Cihan Yıldırım yazdı...

Hz. Peygamber’in sefer dönüşü ifade ettiği “Küçük cihattan büyük cihada gidiyoruz. O nefisle cihattır” hadisi var. Bu yazıda, hadis sahih mi değil mi tartışmasını bir kenara bırakalım.
Bakacağımız yer; nefis mücadelesinin ‘büyük cihad’ olarak tanımlanması…

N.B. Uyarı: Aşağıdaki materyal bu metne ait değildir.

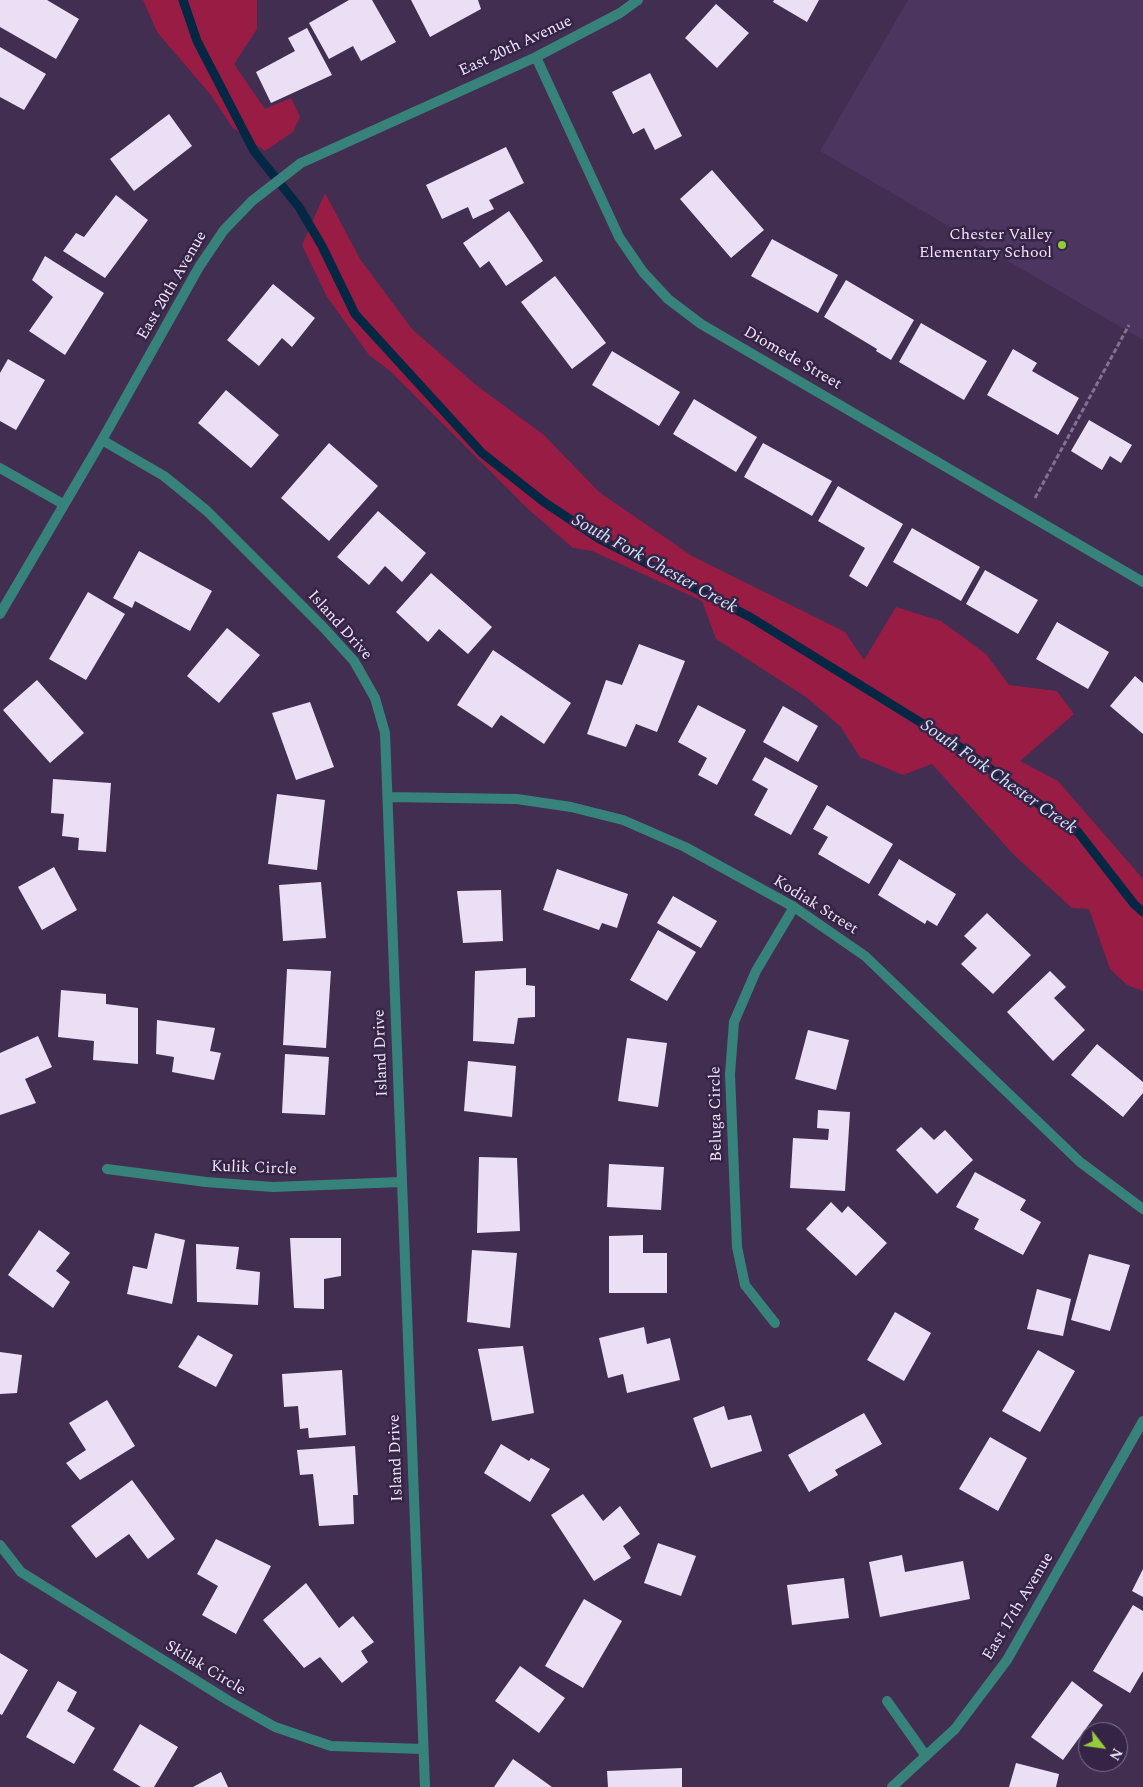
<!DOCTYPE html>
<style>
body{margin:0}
#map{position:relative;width:1143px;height:1787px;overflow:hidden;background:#412e51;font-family:Spectral,serif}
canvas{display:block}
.north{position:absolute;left:1078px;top:1722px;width:50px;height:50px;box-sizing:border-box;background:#362446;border:1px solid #80718e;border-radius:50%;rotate:120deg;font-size:14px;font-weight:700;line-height:20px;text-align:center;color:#f0e5fb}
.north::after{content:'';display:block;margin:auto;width:18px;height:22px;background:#95cc3a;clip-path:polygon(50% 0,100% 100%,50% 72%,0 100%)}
</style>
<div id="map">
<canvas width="1143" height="1787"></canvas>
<div class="north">N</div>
</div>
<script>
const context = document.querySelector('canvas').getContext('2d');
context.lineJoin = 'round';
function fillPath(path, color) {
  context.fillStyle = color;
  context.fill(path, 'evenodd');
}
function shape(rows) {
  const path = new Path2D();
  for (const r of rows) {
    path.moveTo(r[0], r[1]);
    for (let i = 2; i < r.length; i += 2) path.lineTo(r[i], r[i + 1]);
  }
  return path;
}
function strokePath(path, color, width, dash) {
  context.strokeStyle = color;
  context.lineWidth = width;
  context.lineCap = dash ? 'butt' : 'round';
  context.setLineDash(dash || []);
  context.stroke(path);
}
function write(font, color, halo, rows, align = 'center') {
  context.font = font + ' Spectral,serif';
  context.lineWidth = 5;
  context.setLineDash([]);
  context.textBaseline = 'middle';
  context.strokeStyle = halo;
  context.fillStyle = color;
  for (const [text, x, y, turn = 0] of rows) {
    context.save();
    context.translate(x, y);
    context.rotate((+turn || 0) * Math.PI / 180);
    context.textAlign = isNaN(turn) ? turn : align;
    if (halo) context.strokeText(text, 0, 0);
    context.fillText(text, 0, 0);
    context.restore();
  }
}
fillPath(shape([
 [908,0,1143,0,1143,340,820,151]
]), '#4c355f');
fillPath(shape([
 [143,0,257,0,257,29,234,64,265,109,291,98,300,117,293,132,265,151,233,128,210,94,157,32],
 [325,193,360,259,412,329,476,385,544,435,599,492,692,556,845,632,864,660,896,607,941,621,986,654,1009,685,1057,691,1074,714,1020,761,1058,781,1143,879,1143,991,1127,985,1110,969,1089,909,1072,908,1014,855,932,764,903,775,860,757,840,726,806,697,716,639,702,601,592,551,573,548,527,508,390,371,369,355,327,297,302,245]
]), '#991c45');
strokePath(shape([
 [183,0,197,41,254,151,299,207,322,246,355,314,482,453,544,502,598,538,750,617,954,743,1078,832,1134,904,1143,912]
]), '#042744', 9);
fillPath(shape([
 [0,0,47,0,79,19,56,59,0,27],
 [349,0,372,0,396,42,361,61,353,46,329,59,309,23],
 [411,0,478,0,481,9,430,37],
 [774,0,819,0,807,22,773,2],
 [716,4,749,33,717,68,685,38],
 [307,28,332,75,271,103,256,72,295,51,288,38],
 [0,47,46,74,24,110,0,97],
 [650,73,682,136,655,150,644,128,633,134,612,92],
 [169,114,192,146,134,191,110,159],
 [506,147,524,183,489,200,494,209,473,219,468,207,442,219,426,185],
 [712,170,764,230,731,258,680,199],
 [116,195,148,220,105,278,63,251,76,233,84,237],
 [509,211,543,261,506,286,489,261,480,268,463,243],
 [772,239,838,275,818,313,751,276],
 [45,256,104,293,65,355,29,331,53,297,32,280],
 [555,276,606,343,572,369,521,302],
 [846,280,914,320,891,360,876,351,877,349,824,317],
 [273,284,315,318,292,347,282,338,259,366,227,340],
 [921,323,987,361,964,400,899,362],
 [1013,349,1037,363,1032,371,1079,398,1058,435,987,395],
 [612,351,680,392,659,426,592,385],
 [8,359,45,380,16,430,0,421,0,373],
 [226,390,279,435,251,468,198,423],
 [694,399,757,437,736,472,673,434],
 [1089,420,1132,445,1121,463,1110,456,1102,470,1071,451],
 [329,443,378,486,329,541,281,498],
 [763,443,832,481,812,516,744,477],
 [838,486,903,524,867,587,849,576,865,548,818,521],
 [378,511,426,553,402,582,385,566,369,585,337,557],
 [912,528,980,567,961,601,893,562],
 [139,551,212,591,190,631,135,601,132,608,113,598],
 [985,570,1038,600,1018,634,966,604],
 [431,573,492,627,468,654,439,629,428,642,396,612],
 [88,592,125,614,86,680,49,659],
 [1057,622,1109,652,1088,689,1036,659],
 [227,628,260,655,219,703,187,676],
 [639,644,685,661,657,732,636,724,626,747,587,734,606,680,622,685],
 [493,650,571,703,544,744,501,715,492,728,457,705],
 [1135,676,1143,683,1143,734,1110,706],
 [37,680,84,733,50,763,3,710],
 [310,702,334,767,296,780,272,713],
 [698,705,746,730,717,785,698,775,707,758,678,742],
 [783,706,818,726,798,762,763,742],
 [765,757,818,786,791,835,754,815,768,789,752,780],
 [53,779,111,783,106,852,78,850,79,838,62,836,64,814,51,813],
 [277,794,325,800,317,870,268,864],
 [827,805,893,844,869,884,818,854,828,837,813,829],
 [899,859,956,894,937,926,927,920,925,924,878,895],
 [54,867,77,910,42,930,18,887],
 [557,869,628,894,617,928,602,923,599,930,543,910],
 [321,882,326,938,283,941,279,885],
 [501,890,503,941,463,943,457,891],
 [673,896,717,921,701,948,657,923],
 [987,913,1031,955,993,994,961,964,977,948,964,936],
 [658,930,696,952,667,1001,630,980],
 [526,968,526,985,535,986,535,1017,518,1018,514,1044,473,1041,475,971],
 [287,969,331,971,326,1048,283,1045],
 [1050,971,1066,987,1054,998,1085,1030,1053,1061,1007,1012],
 [61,990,106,994,106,1004,138,1008,138,1064,93,1060,94,1041,58,1037],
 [157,1020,215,1028,210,1051,221,1053,214,1080,172,1072,174,1057,156,1054],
 [808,1030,849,1040,836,1090,795,1079],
 [38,1036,52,1067,25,1079,36,1103,0,1115,0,1053],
 [627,1038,667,1043,658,1107,618,1101],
 [1097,1044,1143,1082,1143,1093,1123,1117,1071,1075],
 [285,1054,329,1057,325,1115,282,1113],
 [468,1061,516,1066,512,1117,464,1111],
 [818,1110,850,1112,845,1191,790,1188,793,1138,828,1140,829,1129,817,1128],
 [921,1127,934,1140,945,1130,973,1160,937,1194,896,1150],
 [479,1157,517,1158,520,1231,477,1233],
 [609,1164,664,1167,661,1210,607,1207],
 [975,1172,1026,1200,1020,1210,1041,1222,1023,1255,974,1229,979,1219,956,1207],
 [831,1202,842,1213,848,1206,887,1243,856,1276,806,1229],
 [39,1230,70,1253,56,1271,70,1282,53,1308,8,1275],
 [155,1233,185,1240,172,1304,127,1294,133,1266,147,1269],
 [643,1235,643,1253,667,1253,667,1293,609,1293,609,1236],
 [290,1238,341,1238,341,1276,324,1279,324,1309,294,1308],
 [196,1244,239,1247,236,1269,260,1272,258,1305,197,1302],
 [472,1250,517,1253,510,1328,467,1322],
 [1089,1254,1130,1265,1110,1331,1071,1320],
 [1037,1289,1071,1299,1063,1336,1027,1329],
 [895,1312,931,1333,904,1381,867,1360],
 [644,1327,647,1344,670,1338,680,1380,627,1393,623,1374,608,1378,599,1338],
 [198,1335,233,1355,216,1387,178,1367],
 [523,1346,534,1413,492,1421,478,1349],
 [1038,1350,1075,1371,1040,1432,1002,1411],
 [0,1352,22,1355,17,1393,0,1394],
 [342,1370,346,1435,309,1438,308,1428,300,1429,298,1406,284,1407,282,1374],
 [107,1400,135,1446,80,1480,66,1463,86,1450,69,1423],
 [724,1406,728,1420,751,1415,762,1451,711,1468,693,1418],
 [864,1413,882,1444,835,1470,838,1475,809,1492,788,1455],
 [990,1437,1027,1458,998,1511,959,1489],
 [501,1444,529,1461,531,1458,550,1469,530,1502,484,1473],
 [355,1446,358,1495,353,1495,354,1524,319,1526,313,1474,300,1475,297,1450],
 [132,1480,175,1539,148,1559,129,1534,96,1558,71,1526],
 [583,1494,603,1521,620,1506,640,1534,623,1546,631,1558,594,1581,551,1515],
 [216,1539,271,1566,236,1634,202,1615,218,1586,197,1574],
 [658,1543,696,1556,681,1596,644,1583],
 [902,1555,905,1572,963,1561,970,1599,880,1617,869,1562],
 [1143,1569,1143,1597,1132,1591],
 [844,1578,849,1618,792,1625,787,1585],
 [306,1583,339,1628,353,1616,374,1642,361,1651,368,1662,342,1683,320,1657,304,1668,263,1620],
 [584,1599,622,1621,583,1688,545,1666],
 [1133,1605,1143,1611,1143,1671,1130,1693,1093,1671],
 [0,1653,28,1670,2,1715,0,1714],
 [520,1666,565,1698,539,1733,495,1701],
 [58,1681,77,1692,67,1711,95,1728,74,1764,26,1737],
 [1072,1681,1103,1705,1063,1760,1031,1737],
 [140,1724,178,1747,154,1787,141,1787,113,1770],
 [513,1759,552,1787,494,1787],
 [1016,1763,1059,1774,1056,1787,1009,1787],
 [682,1768,682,1787,608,1787,607,1771],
 [221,1772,228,1787,193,1787]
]), '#eadff5');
strokePath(shape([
 [1035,498,1129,325]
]), '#827290', 3, [5, 2.5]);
strokePath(shape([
 [887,1701,926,1756]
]), '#38827c', 10);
strokePath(shape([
 [536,57,619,237,643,272,668,299,701,324,1143,582],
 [102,440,164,476,207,511,324,628,354,661,375,698,385,733,425,1787],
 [0,468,63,504],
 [0,614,102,440,199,267,224,230,252,201,301,163,536,57,620,13,638,0],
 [388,797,517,799,571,807,623,820,685,847,794,907,865,956,1080,1162,1143,1209],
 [107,1169,206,1182,273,1187,401,1182],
 [775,1323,745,1285,737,1247,730,1074,734,1022,756,971,794,907],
 [0,1545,21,1572,229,1701,275,1727,331,1746,423,1749],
 [892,1787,955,1729,1007,1660,1143,1421]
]), '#38827c', 10);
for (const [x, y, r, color] of [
 [1062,245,5,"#95cc3a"]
]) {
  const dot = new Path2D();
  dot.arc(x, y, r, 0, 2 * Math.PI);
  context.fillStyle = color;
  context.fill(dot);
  strokePath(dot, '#362446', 2);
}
write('16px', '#f0e5fb', '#362446', [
 ["East 20th Avenue",516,47,-25],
 ["East 20th Avenue",173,286,-60],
 ["Diomede Street",792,359,30],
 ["Island Drive",339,626,48],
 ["Kodiak Street",815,906,32],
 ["Island Drive",382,1053,-92],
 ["Beluga Circle",717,1114,-91],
 ["Kulik Circle",254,1169,2],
 ["Island Drive",397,1458,-92],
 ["East 17th Avenue",1019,1607,-59],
 ["Skilak Circle",205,1669,31]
]);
write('16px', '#f0e5fb', '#362446', [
 ["Chester Valley",1052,236],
 ["Elementary School",1052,254]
], 'right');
write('italic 18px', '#cee5fb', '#362446', [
 ["South Fork Chester Creek",654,565,29],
 ["South Fork Chester Creek",998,778,35]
]);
</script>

Gerçekten insanın nefsi ile savaşı en büyük savaş… İyi insan olmaya çalışmak, bazı şeylerden vazgeçmek kolay değil.
Ayşe Ünlüce’ye gelelim…
Zor bir seçim dönemini geride bıraktı. Adaylığı, kampanyası… Hepsi zordu… Kolay kolay kimse altından kalkamazdı. 25 yılın ardından Yılmaz Büyükerşen‘den görevi devralmak…
Nereden baksanız zor iş… Nereden baksanız zorlu bir savaş…
Üstelik rakip Nebi Hatipoğlu… Dersine iyi çalışmış, iyi bir anlatıcı, profesyonel bir ekip… Hatipoğlu, hayli korku saldı!
Ayşe Ünlüce bu savaşlardan başarıyla çıktı. Sakin kalmayı başardı. Ekonominin durumu, Hatipoğlu’nun zaman zaman sertleşen kampanyası… Melih Aydın’ın seçime ‘asılmaması’…
Sonuç… Ayşe Ünlüce ‘küçük cihadı’ kazandı.
Ayşe Ünlüce’nin büyük cihadı ne? Ünlüce’nin seçimden daha büyük mücadelesi ne olabilir?
Evet, hadiste de belirtildiği üzere nefisle mücadelesi…
Ünlüce, şu ana bu yönde olumsuz bir şey sergilemedi. Bu durumu ne kadar sürdürür bilemiyoruz. Çünkü dört bir koldan ‘nefsine uyması’ için bastıranlar var…
Kendi ekibini kur!
İlk mücadele alanı burası… Pek çok kişi iyi niyetle veya başka niyetle ekibi yenilemesini istiyor, bekliyor. Öte yandan Yılmaz Büyükerşen yaşıyor. Ve ona saygısı dillere destan… Nasıl yapacak, ne yapacak… Ne kadar yapacak…
Bu konuda siyaseti bilen bir abim “Ünlüce’ye iki yıl veriyorum” dedi. İki yıla her şey belli olur dedi…
Yine siyaseti bilen bilmeyen pek çok kişi “Ünlüce’nin elinden belediyeyi kimse alamaz” diyerek Başkan’a olan güveni ifade ediyor. Bu cümlenin insanda nasıl bir etki bırakacağını bilmeden!
Daha tehlikeli ‘konuşmalarda’ var! Şunu yapmak istedi Yılmaz Hoca izin vermedi, gibi… Şununla yolları asla ayıramaz, gibi… Hoca, şu daire başkanını aradı, gibi… Katıldığı etkinliklerde Hoca’nın ‘şunu yapacağım, bunu yapacağım’ gibi konuşması…
Hatta daha ötesi var… Ayşe Ünlüce’nin kulağına gitmiş midir, bilmiyorum…
Makam odasını yenilememesi bile ‘sorun’ olmuş durumda! Evet, gerçekten herhangi bir değişim yapmadı. Hoca, eşyalarını alıp çıkınca sade bir oda kaldı Ünlüce’ye… Hiç ekleme çıkarma yapmadı.
Sözüne itibar ettiğim bir abim “Mutlaka yenilemeli. Yeni dönemi başlatmalı. Bu bir gereklilik” dedi.
Tasarruf tedbiri falan diyecek oldum… ‘Cihancım’ diye başladı ve kesin bir ses tonuyla ‘Bu olmalı’ dedi…
Hoca toplu taşımayı bu kadar ücretsiz yapmıyordu. Ayşe Başkan her fırsatta ücretsiz yapıyor. Bu bile kıyaslanıyor ve başka yerlere çekilmeye çalışılıyor.  
Bir kaç konu daha var… Ünlüce’nin ‘nefsini’ zorlayacak… Derdimi anlattığımı düşünerek burada kesiyorum.
Ayşe Ünlüce’nin işi seçimden sonra daha zor görünüyor.